= Incheon declaration =

The Incheon declaration is a declaration on education adopted at the World Education Forum in Incheon, South Korea on 15 May 2015. It is the logical continuation of the Education For All (EFA) movement and the Millennium Development Goals on Education, and many of its goals were based on a review of progress made since the 2000 World Education Forum in Dakar.

== Declaration Content ==

=== Equality and Access ===
In keeping with its overall goal of ensuring education for all, the Incheon Declaration emphasizes several different types of equality. It focused on equal opportunity as well as the position that students' views must also be taken into consideration. In addition, emphasis is placed on ensuring that cost and discrimination do not prevent people from pursuing and receiving quality education. Gender equality is specifically mentioned as an important aspect of an educational system while diversity is not considered a problem but a resource.

=== Improvement of Outcomes ===
The signatories of the Incheon Declaration also agreed to make improvements in educational outcomes. For instance, it established its commitment "to ensuring that all youth and adults, especially girls and women, achieve relevant and recognized functional literacy and numeracy proficiency levels." Outcome goals also include having developed countries reaching 0.7% of gross national product (GNP) for official development assistance (ODA) to developing countries.

=== Funding ===
Another key recommendation contained in the Incheon Declaration regards funding for education. The signatories are urged to commit 4-6% of their Gross domestic product or 15-20% of their public expenditures to improving the status of education.

== Education 2030: A new vision for education ==
The Education 2030 Framework for Action, adopted at Incheon in May 2015, recognises lifelong learning for all as one of the underpinning principles of this new vision, stating that "all age groups, including adults, should have opportunities to learn and continue learning." The framework, which reaffirmed the commitments outlined in the Education for All initiative, became part of the Sustainable Development Goals as SDG4 and was adopted by the United Nations in September of the same year. Those who signed onto the declaration committed to provide twelve years of primary and secondary education paid for by the public.
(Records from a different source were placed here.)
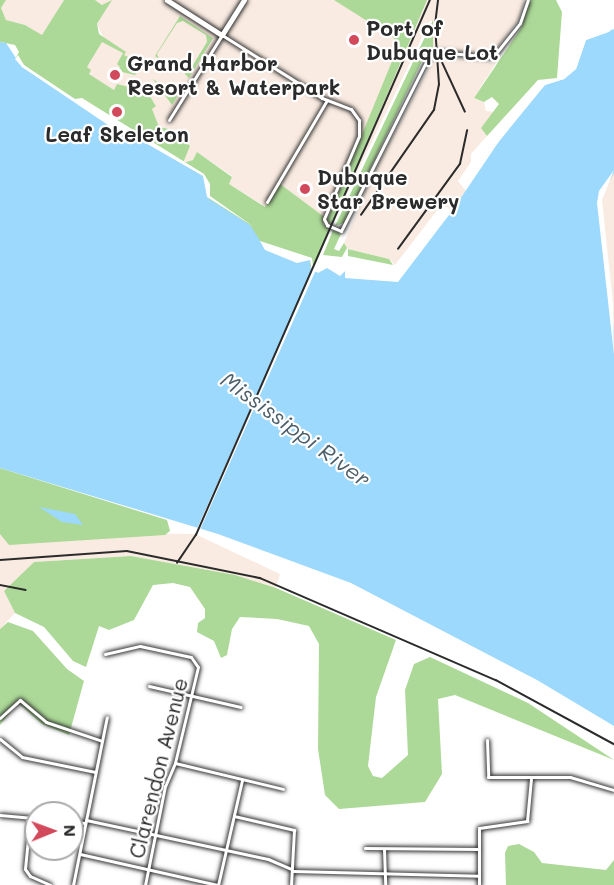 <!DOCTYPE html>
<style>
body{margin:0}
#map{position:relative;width:614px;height:885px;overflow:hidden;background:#fff;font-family:Mali,sans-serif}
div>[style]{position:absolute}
.built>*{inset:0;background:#f9ebe1}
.green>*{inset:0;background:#acd997}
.water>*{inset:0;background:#9cd9fd}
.pier>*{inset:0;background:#fff}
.roads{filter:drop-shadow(0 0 2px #2b2b2b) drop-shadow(0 0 2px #2b2b2b)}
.minor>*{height:3px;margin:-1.5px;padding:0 1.5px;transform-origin:1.5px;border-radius:1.5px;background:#fff}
.tertiary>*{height:4.5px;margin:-2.25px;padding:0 2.25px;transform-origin:2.25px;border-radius:2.25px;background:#fff}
.rail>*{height:1.5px;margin:-0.75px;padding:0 0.75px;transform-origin:0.75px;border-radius:0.75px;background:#2b2b2b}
.dots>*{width:16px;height:16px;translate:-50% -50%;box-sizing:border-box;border:3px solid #fff;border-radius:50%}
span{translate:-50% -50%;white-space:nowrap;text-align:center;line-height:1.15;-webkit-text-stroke:4.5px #fff;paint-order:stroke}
.poi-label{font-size:21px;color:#2b2b2b;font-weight:700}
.left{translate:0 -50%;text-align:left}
.street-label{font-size:21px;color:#2b2b2b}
.water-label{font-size:22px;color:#4d5f6a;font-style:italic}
.north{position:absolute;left:24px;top:801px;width:60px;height:60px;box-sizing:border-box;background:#fff;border:2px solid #aaa;border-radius:50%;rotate:89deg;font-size:16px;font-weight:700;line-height:24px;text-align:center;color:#2b2b2b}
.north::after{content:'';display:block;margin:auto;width:21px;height:27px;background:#d1495b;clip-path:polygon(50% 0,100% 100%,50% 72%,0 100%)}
</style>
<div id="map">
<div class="built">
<i style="clip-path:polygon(6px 0,64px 0,42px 36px,25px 25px,6px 20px,1px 8px)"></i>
<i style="clip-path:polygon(95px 0,417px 0,395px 76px,427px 0,524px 0,519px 19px,492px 55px,433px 50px,433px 21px,430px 21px,330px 229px,323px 224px,322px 216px,281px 185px,266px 207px,229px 184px,232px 176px,197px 152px,193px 160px,182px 163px,190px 146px,174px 130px,159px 127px,151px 109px,156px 105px,146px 91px,114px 90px,89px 74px,87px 67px,104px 38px,97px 25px,107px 8px)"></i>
<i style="clip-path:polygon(435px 56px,496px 63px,474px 98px,484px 102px,486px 111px,496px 112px,482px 127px,487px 136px,471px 154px,471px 162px,458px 181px,466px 191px,452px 211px,442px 204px,395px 265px,389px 259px,345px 248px,344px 243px,371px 178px)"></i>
<i style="clip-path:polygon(614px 173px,614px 330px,599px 208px,606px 181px)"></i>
<i style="clip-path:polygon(121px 533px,195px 534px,280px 574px,276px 588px,235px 575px,131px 556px,34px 562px,4px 591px,15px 613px,0 629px,0 534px)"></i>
</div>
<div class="green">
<i style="clip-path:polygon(0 0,6px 0,1px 8px,6px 20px,25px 25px,42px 35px,64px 0,95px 0,102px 5px,112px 0,97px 24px,99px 34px,126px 52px,124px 55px,140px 63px,141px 68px,135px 75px,118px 71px,120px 67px,117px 64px,123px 53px,102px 42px,87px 67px,91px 70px,89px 74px,114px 90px,117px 84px,133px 88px,133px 92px,146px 90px,156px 106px,152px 109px,159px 127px,174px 130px,190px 146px,183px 163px,193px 160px,197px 152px,232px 177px,229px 184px,265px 207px,280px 184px,323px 216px,323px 224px,330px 229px,313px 270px,304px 259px,252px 238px,79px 104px,15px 59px,19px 52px,15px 45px,0 42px)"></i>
<i style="clip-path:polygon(334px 0,427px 0,332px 225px,327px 220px,397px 49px,394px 38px)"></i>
<i style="clip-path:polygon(530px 0,556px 0,562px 12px,557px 78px,538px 80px,487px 136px,481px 128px,499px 104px,492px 97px,484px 102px,474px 98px,521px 28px)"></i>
<i style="clip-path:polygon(180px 16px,213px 38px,189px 78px,184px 73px,188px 73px,207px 42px,206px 35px,183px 21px,177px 23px,157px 54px,159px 59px,155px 56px)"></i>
<i style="clip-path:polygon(433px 20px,433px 50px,424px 57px,344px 223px,335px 226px)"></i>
<i style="clip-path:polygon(153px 79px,172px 92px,175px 89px,180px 92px,172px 105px)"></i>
<i style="clip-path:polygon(333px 230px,341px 234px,334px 249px,339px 251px,344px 243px,347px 248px,342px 257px,323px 255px)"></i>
<i style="clip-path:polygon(348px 249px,389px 259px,393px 265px,348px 256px)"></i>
<i style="clip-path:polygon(0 468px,167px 520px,170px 531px,165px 535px,9px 545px,0 534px)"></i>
<i style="clip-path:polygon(131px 556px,235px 575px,276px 588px,396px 640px,376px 697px,368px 766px,373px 776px,382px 778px,408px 755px,405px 690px,414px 664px,430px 657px,528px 703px,614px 760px,455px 695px,438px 699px,442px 774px,425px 802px,339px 809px,325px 795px,318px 749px,319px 644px,309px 626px,277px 619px,240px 617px,232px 629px,227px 655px,221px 658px,214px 641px,197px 632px,198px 623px,205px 618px,205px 609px,190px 587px,173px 583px,153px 585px,134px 620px,109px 630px,99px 626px,86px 667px,73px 661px,44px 627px,15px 613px,4px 591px,34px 562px)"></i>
<i style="clip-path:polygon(8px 622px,33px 631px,67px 669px,84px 681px,69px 735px,42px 724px,18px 703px,0 725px,0 629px)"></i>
<i style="clip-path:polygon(519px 844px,534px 852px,542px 863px,606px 870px,614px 860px,614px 885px,506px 885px,505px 853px,508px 846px)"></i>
</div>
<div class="water">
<i style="clip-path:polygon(614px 29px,614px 173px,599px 200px,614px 330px,614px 726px,537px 680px,351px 583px,218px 534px,0 468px,0 42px,6px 43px,22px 67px,203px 176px,209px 199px,250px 225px,261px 242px,310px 259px,310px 267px,318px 273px,327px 268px,396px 281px,452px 211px,516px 116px,545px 85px,564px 79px,576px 69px,586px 40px)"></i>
<i style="clip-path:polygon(39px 507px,75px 514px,83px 525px,62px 522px)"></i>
</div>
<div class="pier">
<i style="clip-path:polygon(614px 26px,609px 32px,586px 40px,576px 69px,564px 79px,545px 85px,461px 188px,513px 114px,543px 83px,564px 76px,574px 67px,584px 38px)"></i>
<i style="clip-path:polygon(18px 55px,24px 65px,75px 99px,82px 98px,204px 174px,210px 184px,210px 196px,254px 227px,207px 197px,203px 176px,130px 134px,111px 127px,22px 67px,15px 59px)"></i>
<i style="clip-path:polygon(614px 170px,602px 200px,613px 304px,614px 355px,597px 203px,599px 191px)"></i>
<i style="clip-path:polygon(447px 207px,452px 211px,398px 282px,345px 278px,345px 271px,340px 276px,327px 268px,315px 272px,199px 532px,196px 531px,312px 271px,310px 260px,297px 263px,265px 250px,260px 241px,312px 258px,313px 266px,319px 270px,328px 263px,350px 272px,395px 278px)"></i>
</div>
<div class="roads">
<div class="minor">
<i style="left:169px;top:120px;width:100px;rotate:-58.1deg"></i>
<i style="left:222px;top:35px;width:118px;rotate:32.2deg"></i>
<i style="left:322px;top:98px;width:31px;rotate:21deg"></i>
<i style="left:351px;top:109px;width:14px;rotate:54deg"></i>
<i style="left:359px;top:120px;width:16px;rotate:90deg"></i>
<i style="left:359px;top:136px;width:90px;rotate:112.9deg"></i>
<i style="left:324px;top:219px;width:7px;rotate:63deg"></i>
<i style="left:327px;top:225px;width:15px;rotate:23deg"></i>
<i style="left:341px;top:231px;width:194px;rotate:-63.3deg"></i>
<i style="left:428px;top:58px;width:12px;rotate:-31deg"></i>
<i style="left:438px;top:52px;width:55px;rotate:5.2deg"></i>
<i style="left:493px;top:57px;width:43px;rotate:-51.5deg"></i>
<i style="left:520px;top:23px;width:24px;rotate:-71deg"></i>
<i style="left:267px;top:202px;width:118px;rotate:-59.5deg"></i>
<i style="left:105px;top:654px;width:36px;rotate:-13deg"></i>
<i style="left:140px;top:646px;width:52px;rotate:12.2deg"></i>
<i style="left:191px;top:657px;width:12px;rotate:55deg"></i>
<i style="left:198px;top:667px;width:99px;rotate:103.5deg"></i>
<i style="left:175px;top:763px;width:25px;rotate:113deg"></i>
<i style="left:165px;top:786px;width:101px;rotate:101.4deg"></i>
<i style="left:149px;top:686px;width:94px;rotate:12.9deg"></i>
<i style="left:0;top:718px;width:27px;rotate:-42deg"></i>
<i style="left:20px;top:700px;width:34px;rotate:40deg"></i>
<i style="left:46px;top:722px;width:59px;rotate:18.7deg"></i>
<i style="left:0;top:739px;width:28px;rotate:39deg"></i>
<i style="left:22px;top:757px;width:75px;rotate:11.6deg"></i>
<i style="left:487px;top:740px;width:37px;rotate:88deg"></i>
<i style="left:488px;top:777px;width:82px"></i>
<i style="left:570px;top:777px;width:46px;rotate:16.5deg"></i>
<i style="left:175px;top:763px;width:111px;rotate:13.5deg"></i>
<i style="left:0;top:815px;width:36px;rotate:5deg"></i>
<i style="left:234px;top:816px;width:62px;rotate:13.1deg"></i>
<i style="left:294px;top:830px;width:55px;rotate:93.1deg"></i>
<i style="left:30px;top:818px;width:51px;rotate:95.6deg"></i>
<i style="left:25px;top:869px;width:9px;rotate:54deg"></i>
<i style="left:30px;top:876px;width:22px;rotate:24deg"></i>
<i style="left:86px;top:820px;width:186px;rotate:12.1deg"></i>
<i style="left:268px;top:859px;width:25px;rotate:23deg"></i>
<i style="left:72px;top:822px;width:13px;rotate:4deg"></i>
<i style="left:365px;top:848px;width:113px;rotate:0.5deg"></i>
<i style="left:384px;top:849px;width:36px;rotate:88deg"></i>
<i style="left:80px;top:854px;width:141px;rotate:12.7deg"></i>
<i style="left:293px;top:871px;width:186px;rotate:1.5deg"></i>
<i style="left:73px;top:885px;width:171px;rotate:-78.6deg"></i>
<i style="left:218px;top:885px;width:108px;rotate:-77.1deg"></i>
<i style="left:479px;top:885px;width:57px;rotate:-90deg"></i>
<i style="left:479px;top:828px;width:49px;rotate:-8.3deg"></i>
<i style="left:527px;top:821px;width:42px;rotate:-84.6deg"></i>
</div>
<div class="tertiary">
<i style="left:167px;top:0;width:65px;rotate:32.5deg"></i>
<i style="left:222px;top:35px;width:41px;rotate:-57.8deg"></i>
</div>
</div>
<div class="rail">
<i style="left:440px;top:57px;width:60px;rotate:65.2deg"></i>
<i style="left:361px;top:215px;width:128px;rotate:-55.2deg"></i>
<i style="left:434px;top:110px;width:25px;rotate:-79deg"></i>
<i style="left:439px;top:85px;width:60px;rotate:-93.8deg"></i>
<i style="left:435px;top:25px;width:25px;rotate:-83deg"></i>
<i style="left:398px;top:249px;width:105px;rotate:-53.9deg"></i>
<i style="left:460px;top:164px;width:34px;rotate:-78deg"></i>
<i style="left:0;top:560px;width:127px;rotate:-4.1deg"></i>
<i style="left:127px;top:551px;width:136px;rotate:11.5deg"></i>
<i style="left:260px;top:578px;width:257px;rotate:23.4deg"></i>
<i style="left:496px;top:680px;width:134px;rotate:28.5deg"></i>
<i style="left:177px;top:563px;width:34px;rotate:-56deg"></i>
<i style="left:196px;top:535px;width:584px;rotate:-66.38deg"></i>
<i style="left:0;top:585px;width:26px;rotate:11deg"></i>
</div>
<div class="dots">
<i style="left:354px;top:40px;background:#d1495b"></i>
<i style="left:115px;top:75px;background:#d1495b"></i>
<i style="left:117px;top:112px;background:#d1495b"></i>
<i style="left:305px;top:189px;background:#d1495b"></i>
</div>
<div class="poi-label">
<span class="left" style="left:366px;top:40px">Port of<br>Dubuque Lot</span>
<span class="left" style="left:127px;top:75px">Grand Harbor<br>Resort &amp; Waterpark</span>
<span style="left:117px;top:134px">Leaf Skeleton</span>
<span class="left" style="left:317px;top:189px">Dubuque<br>Star Brewery</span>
</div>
<div class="street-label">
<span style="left:158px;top:768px;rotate:-76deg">Clarendon Avenue</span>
</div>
<div class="water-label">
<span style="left:296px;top:429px;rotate:36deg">Mississippi River</span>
</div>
<div class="north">N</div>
</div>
Further, nine of those years will be compulsory. It also calls on countries to "develop policies and programmes for the provision of quality distance learning in tertiary education, with appropriate financing and use of technology, including the Internet, massive open online courses (MOOCs) and other modalities that meet accepted quality standards to improve access."

== Progress==
Between 2012 and 2019, expenditure per student in OECD countries increased by an average rate of 1.6% per year.
Nonetheless, it was estimated that in 2018, on average, member countries of the Organisation for Economic Co-operation and Development (OECD) were spending 11% of their public budgets on education, compared to the 15-20% recommended by the Incheon declaration. About one third of the countries missed both of the benchmarks set out in the declaration.

During the COVID-19 pandemic, education budgets and official aid program budgets for education decreased. UNESCO estimates that educational shutdowns during the pandemic affected nearly 1.6 billion students: 94% of the student population and one-fifth of the global population. Closures are estimated to have lasted for an average of 41 weeks (10.3 months). They have had significant negative effects on student learning, which are predicted to have substantial long-term effects on both education and earnings. The pandemic has disproportionately affected already disadvantaged students. Countries and governments must prioritize education to mitigate the effects of such disruptions.